The problem — An exact copy is required of the lines from the one with "For a GIS import: Describe" through the last line of the material below, and of nothing else.

Source material —
------

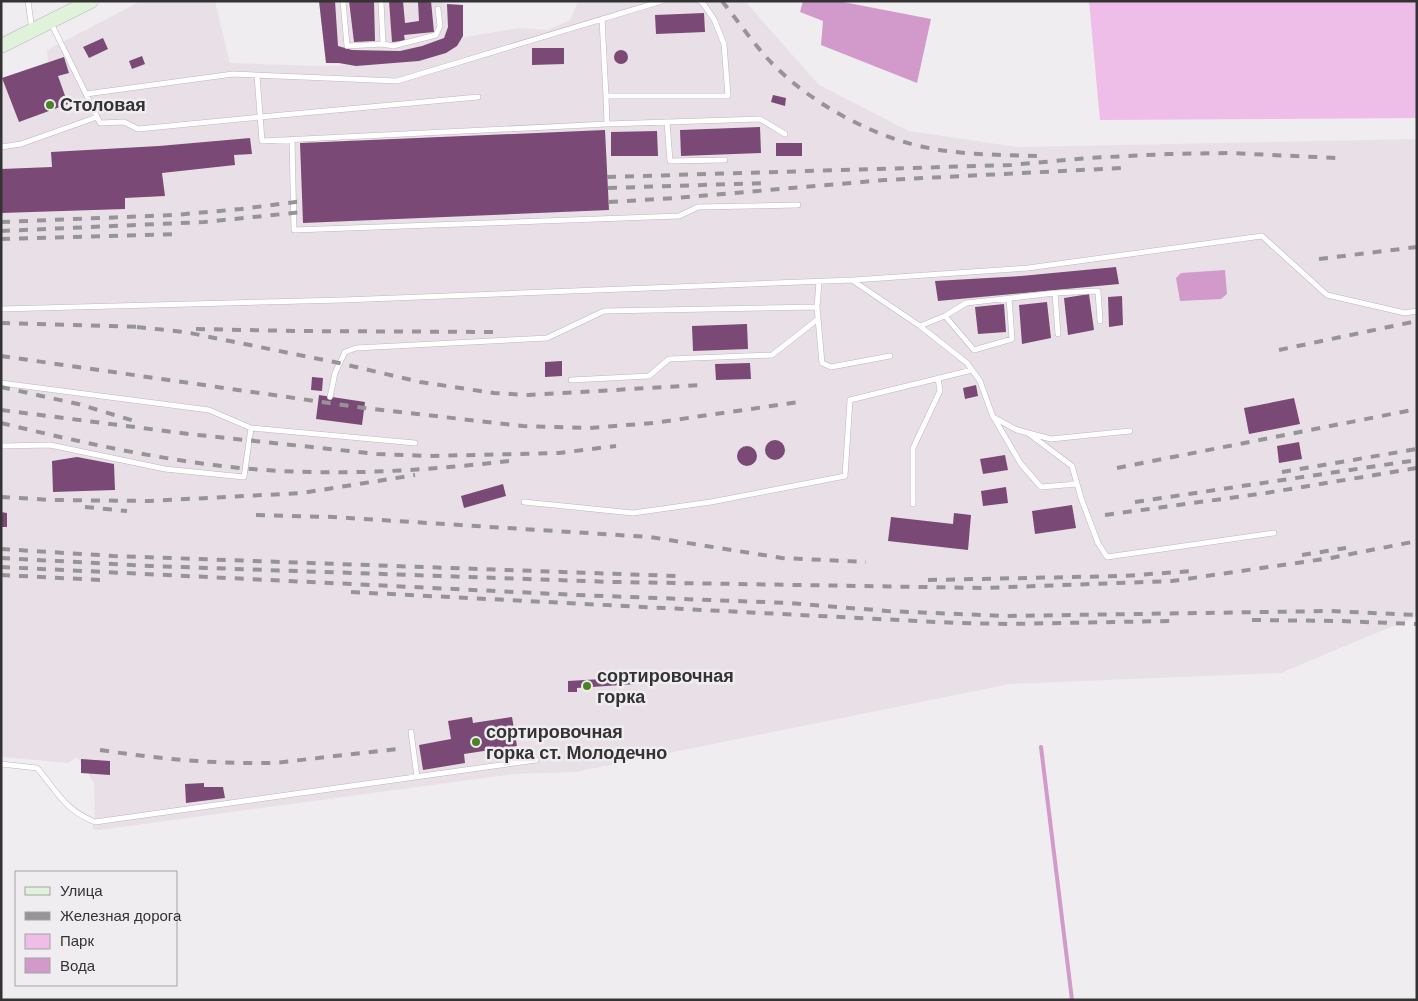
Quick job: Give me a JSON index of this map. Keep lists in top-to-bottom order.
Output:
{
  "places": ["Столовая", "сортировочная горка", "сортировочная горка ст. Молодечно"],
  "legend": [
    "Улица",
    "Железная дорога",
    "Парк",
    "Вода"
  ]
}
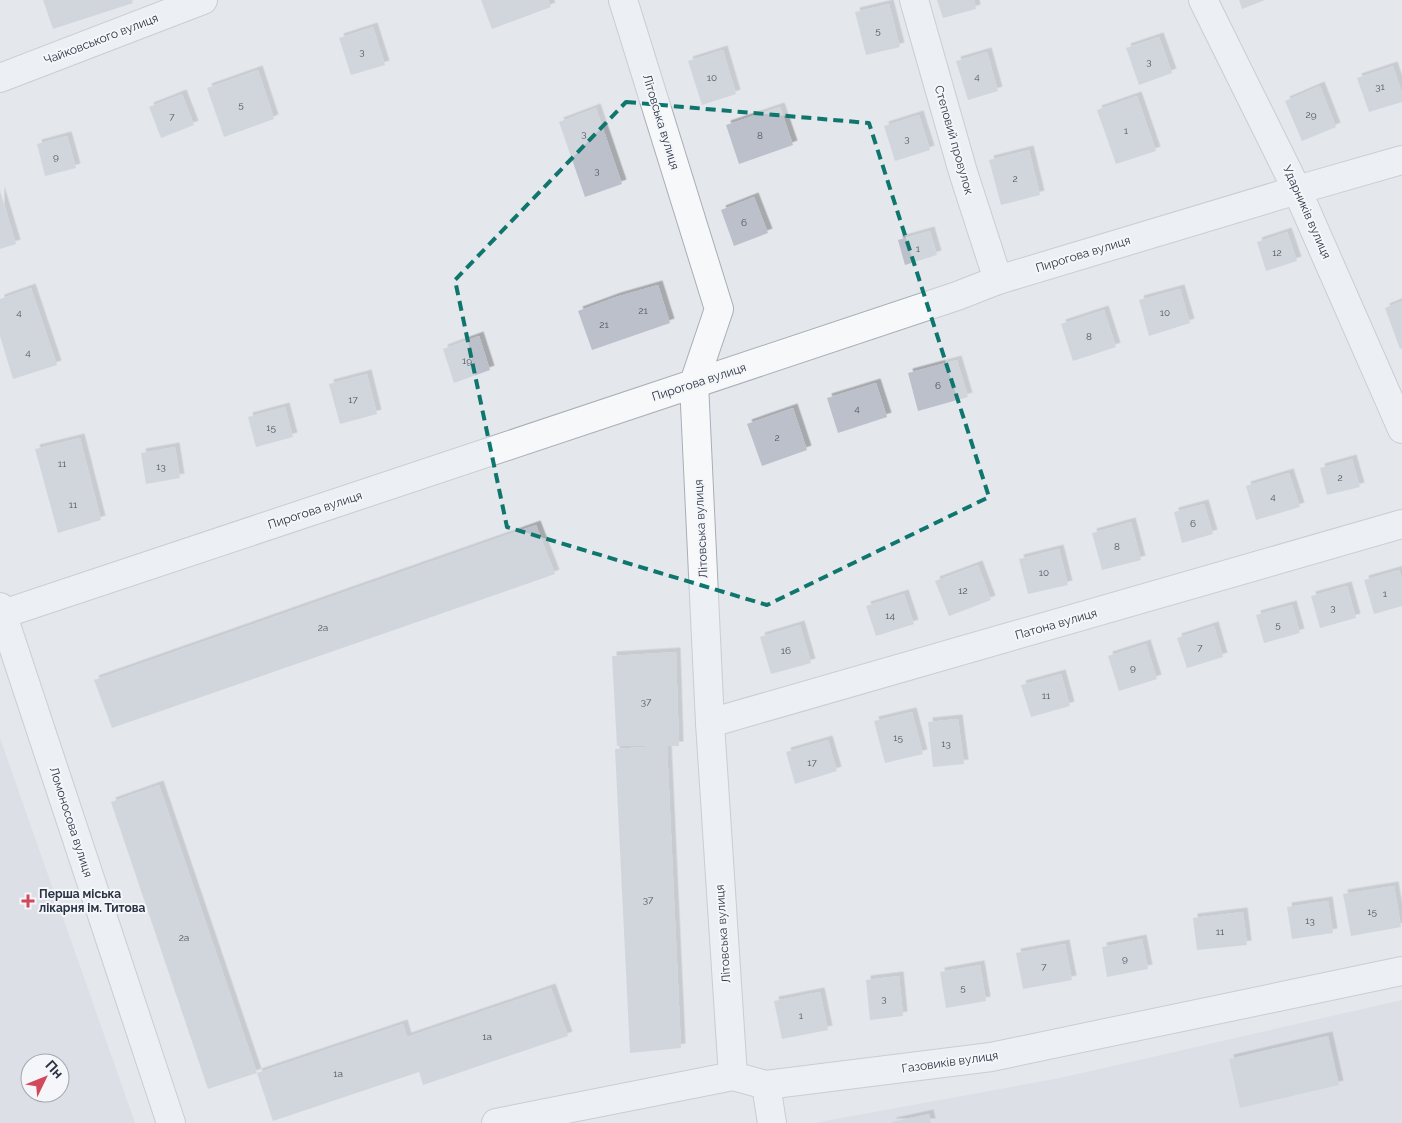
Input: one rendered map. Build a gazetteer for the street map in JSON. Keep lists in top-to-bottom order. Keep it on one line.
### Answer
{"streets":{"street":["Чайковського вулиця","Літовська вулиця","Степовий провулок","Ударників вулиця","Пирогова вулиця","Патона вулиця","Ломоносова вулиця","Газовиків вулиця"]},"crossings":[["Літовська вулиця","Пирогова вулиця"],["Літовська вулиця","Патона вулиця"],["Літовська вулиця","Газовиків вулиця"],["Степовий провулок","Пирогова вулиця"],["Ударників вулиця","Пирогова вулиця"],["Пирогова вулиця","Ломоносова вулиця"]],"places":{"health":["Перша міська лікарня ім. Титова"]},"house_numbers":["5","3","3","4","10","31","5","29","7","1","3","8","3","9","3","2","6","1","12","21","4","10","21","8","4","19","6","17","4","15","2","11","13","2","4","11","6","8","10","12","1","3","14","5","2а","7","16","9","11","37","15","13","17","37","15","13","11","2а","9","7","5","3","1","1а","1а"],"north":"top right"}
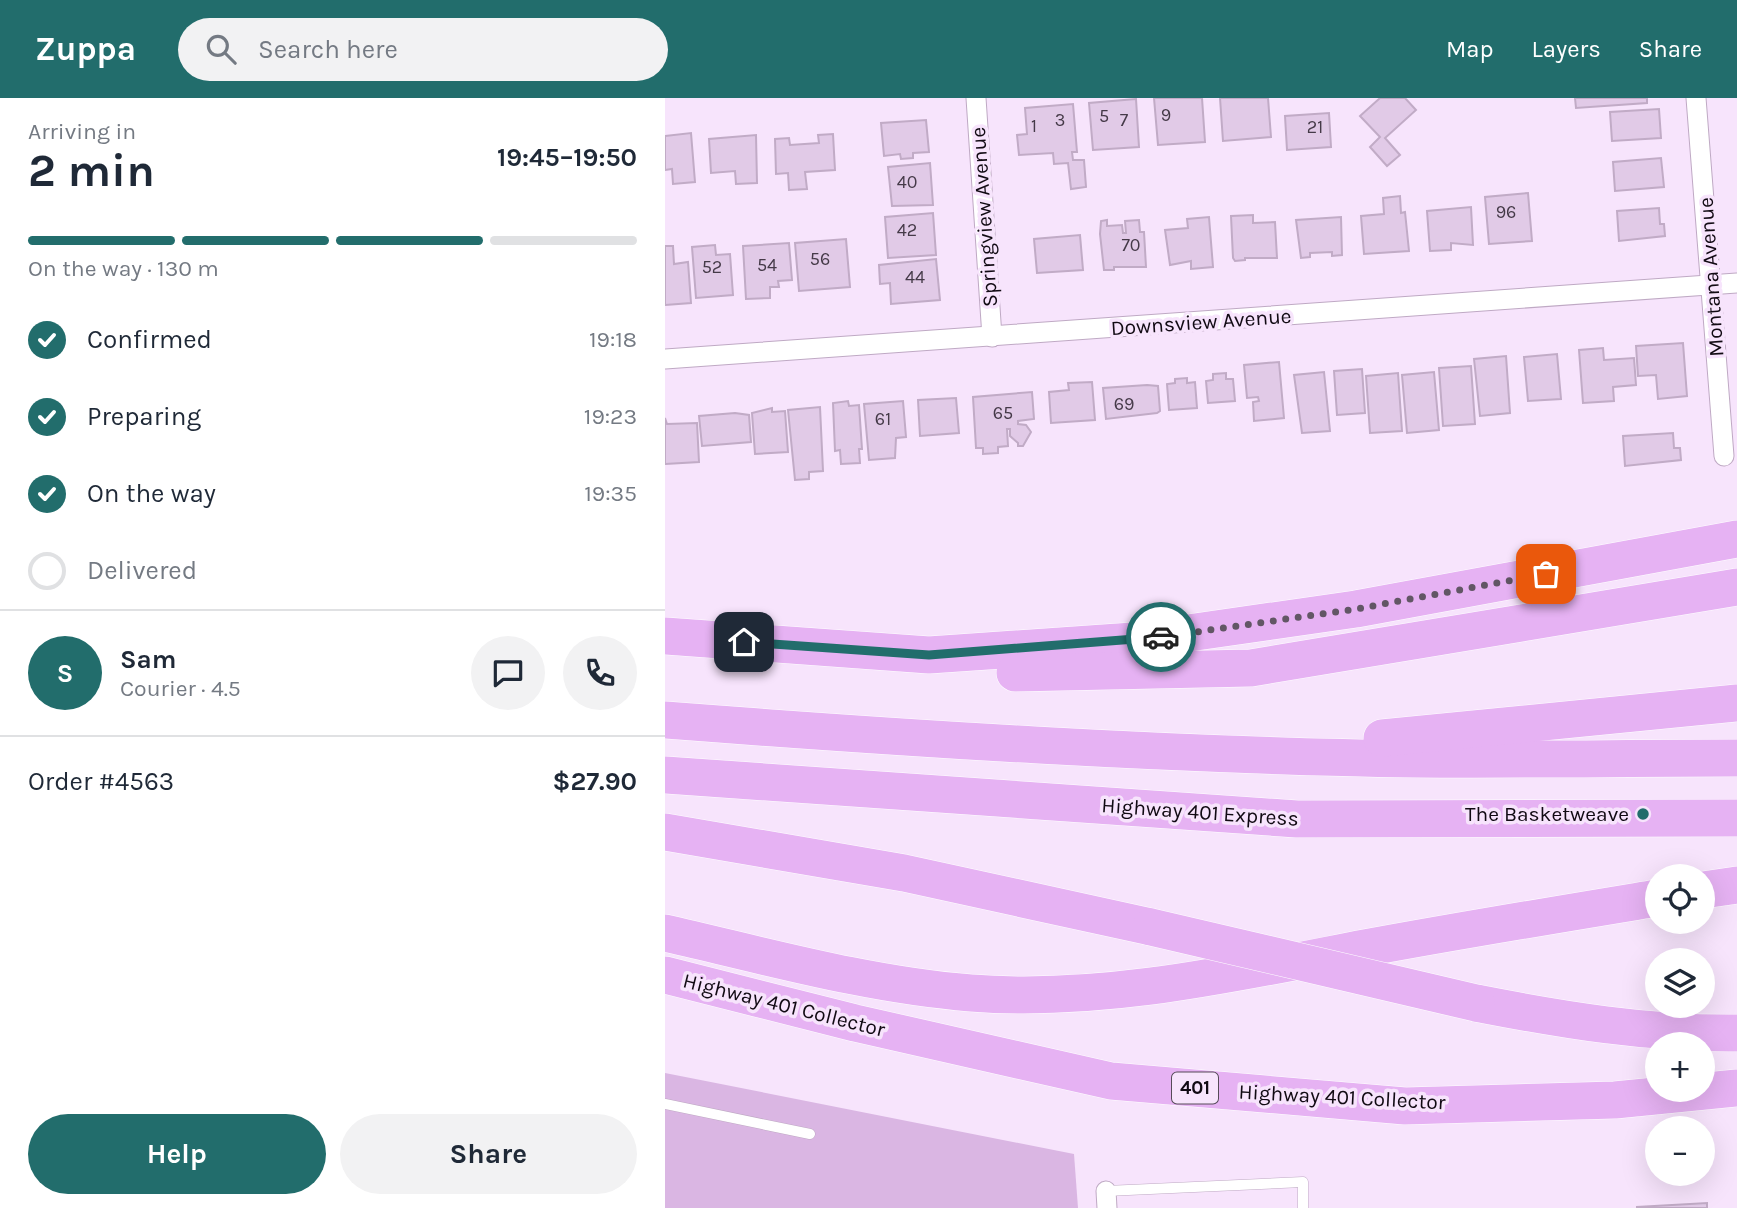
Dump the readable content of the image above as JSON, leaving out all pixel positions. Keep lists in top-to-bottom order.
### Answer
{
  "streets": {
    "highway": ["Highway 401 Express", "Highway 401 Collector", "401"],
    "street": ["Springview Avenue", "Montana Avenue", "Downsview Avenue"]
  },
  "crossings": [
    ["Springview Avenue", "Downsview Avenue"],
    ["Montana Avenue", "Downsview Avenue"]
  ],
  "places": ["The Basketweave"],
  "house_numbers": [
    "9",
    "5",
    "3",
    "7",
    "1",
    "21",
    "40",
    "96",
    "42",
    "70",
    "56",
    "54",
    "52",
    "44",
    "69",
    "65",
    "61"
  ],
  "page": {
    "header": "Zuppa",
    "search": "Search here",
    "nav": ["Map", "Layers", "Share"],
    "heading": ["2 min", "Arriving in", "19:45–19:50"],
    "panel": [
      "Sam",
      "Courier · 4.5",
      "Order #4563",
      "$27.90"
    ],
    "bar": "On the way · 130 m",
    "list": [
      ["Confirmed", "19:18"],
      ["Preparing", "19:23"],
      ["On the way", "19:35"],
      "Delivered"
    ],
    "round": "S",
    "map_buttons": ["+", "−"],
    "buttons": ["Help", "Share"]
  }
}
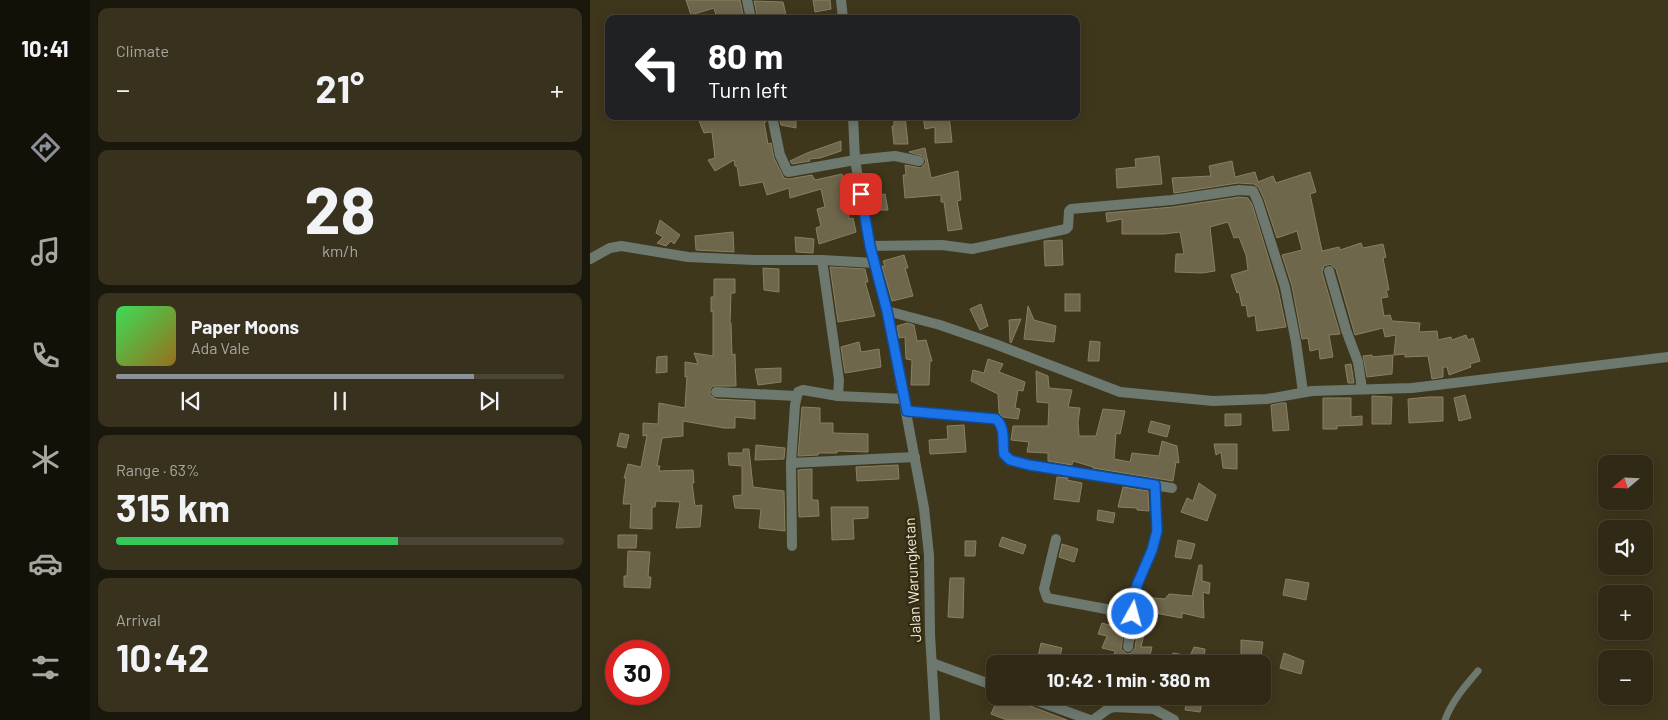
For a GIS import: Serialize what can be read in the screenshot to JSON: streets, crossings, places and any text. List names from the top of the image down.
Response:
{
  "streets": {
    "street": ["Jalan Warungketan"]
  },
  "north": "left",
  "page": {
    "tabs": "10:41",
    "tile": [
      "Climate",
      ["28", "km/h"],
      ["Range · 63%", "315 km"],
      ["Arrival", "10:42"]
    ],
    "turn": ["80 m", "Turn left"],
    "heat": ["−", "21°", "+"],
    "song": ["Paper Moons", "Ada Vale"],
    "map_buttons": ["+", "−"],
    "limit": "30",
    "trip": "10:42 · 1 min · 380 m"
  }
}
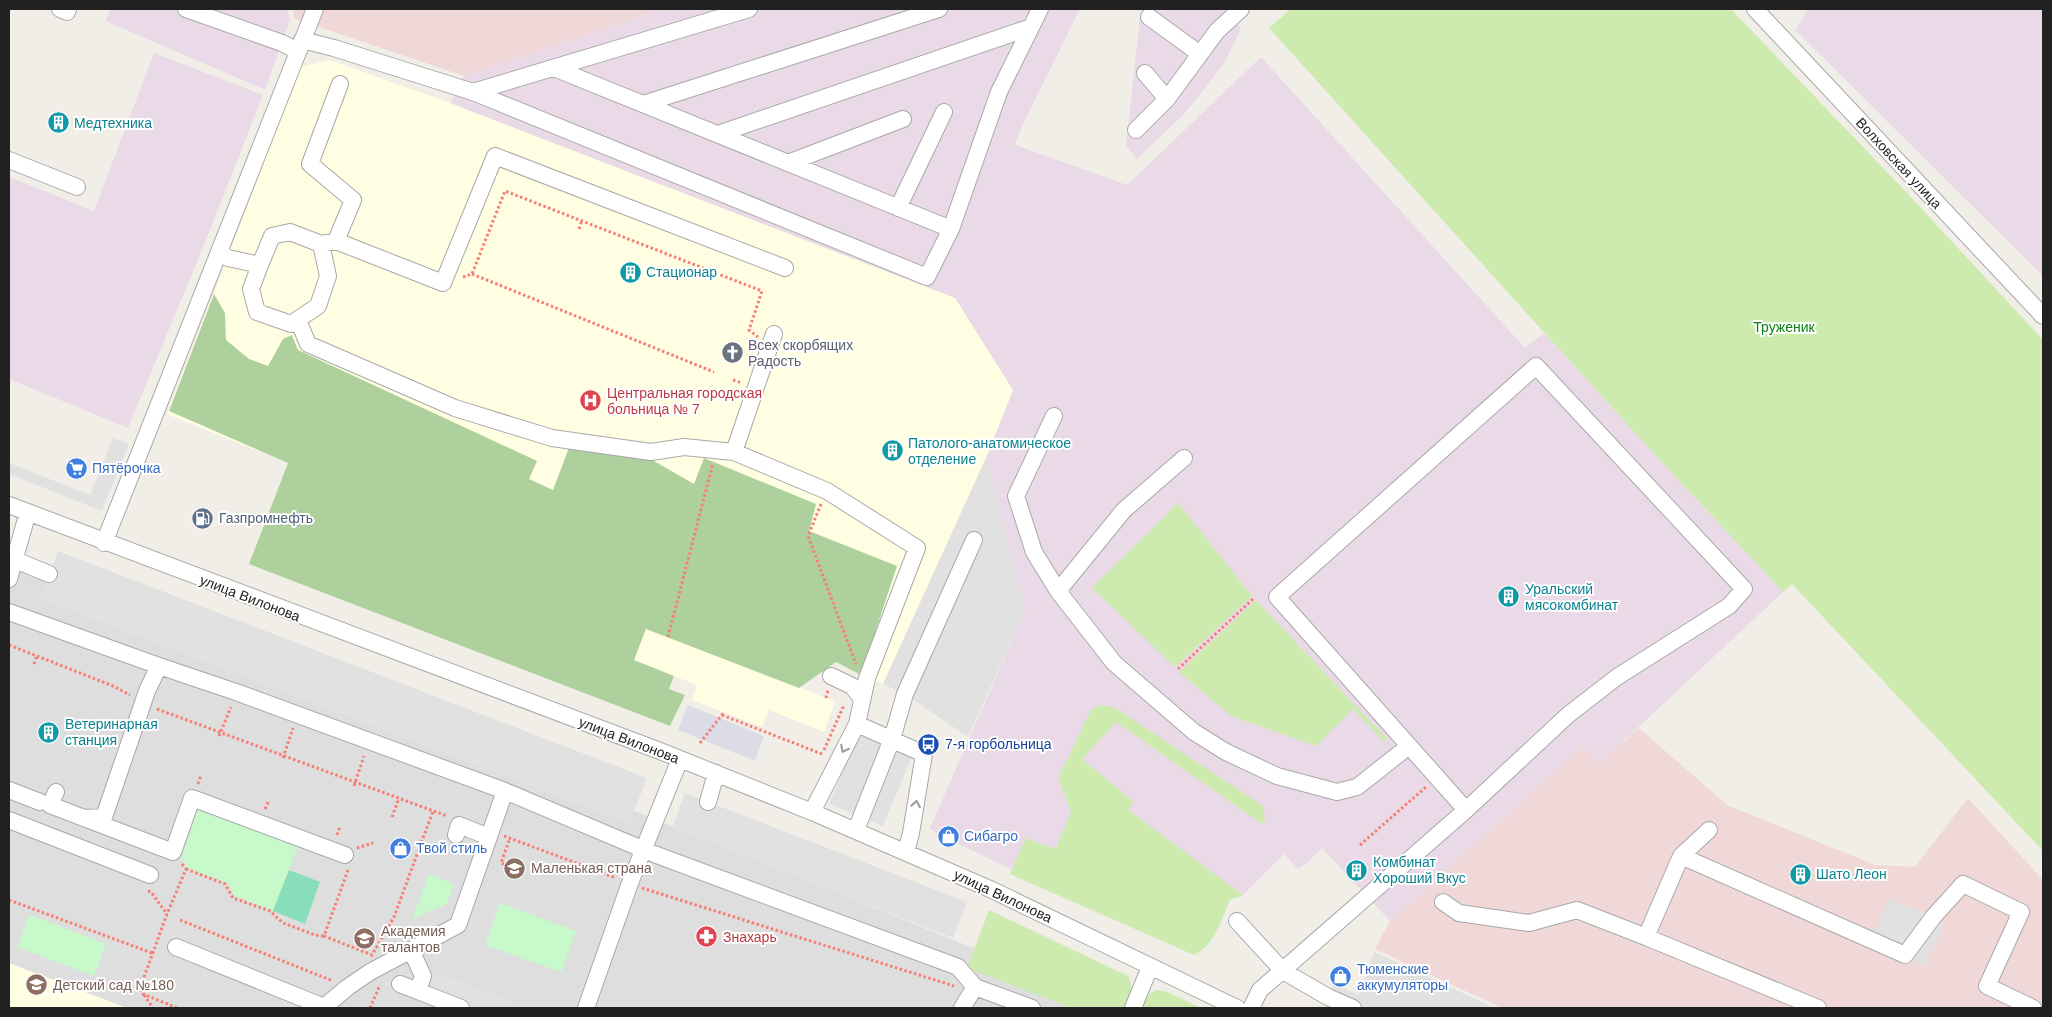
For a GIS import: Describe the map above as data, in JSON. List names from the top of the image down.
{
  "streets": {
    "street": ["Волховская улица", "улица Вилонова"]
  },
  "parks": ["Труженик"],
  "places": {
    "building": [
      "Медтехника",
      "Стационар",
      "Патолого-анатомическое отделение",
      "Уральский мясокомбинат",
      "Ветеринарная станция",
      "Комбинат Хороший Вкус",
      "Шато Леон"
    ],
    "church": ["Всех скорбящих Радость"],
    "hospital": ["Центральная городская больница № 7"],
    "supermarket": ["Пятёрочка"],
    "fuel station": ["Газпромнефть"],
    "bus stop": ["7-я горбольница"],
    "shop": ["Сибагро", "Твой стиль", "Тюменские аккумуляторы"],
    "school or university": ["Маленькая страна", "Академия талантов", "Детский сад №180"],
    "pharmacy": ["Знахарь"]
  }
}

------

Your solution —
For a GIS import: Describe the map above as data, in JSON. List names from the top of the image down.
{
  "streets": {
    "street": ["Волховская улица", "улица Вилонова"]
  },
  "parks": ["Труженик"],
  "places": {
    "building": [
      "Медтехника",
      "Стационар",
      "Патолого-анатомическое отделение",
      "Уральский мясокомбинат",
      "Ветеринарная станция",
      "Комбинат Хороший Вкус",
      "Шато Леон"
    ],
    "church": ["Всех скорбящих Радость"],
    "hospital": ["Центральная городская больница № 7"],
    "supermarket": ["Пятёрочка"],
    "fuel station": ["Газпромнефть"],
    "bus stop": ["7-я горбольница"],
    "shop": ["Сибагро", "Твой стиль", "Тюменские аккумуляторы"],
    "school or university": ["Маленькая страна", "Академия талантов", "Детский сад №180"],
    "pharmacy": ["Знахарь"]
  }
}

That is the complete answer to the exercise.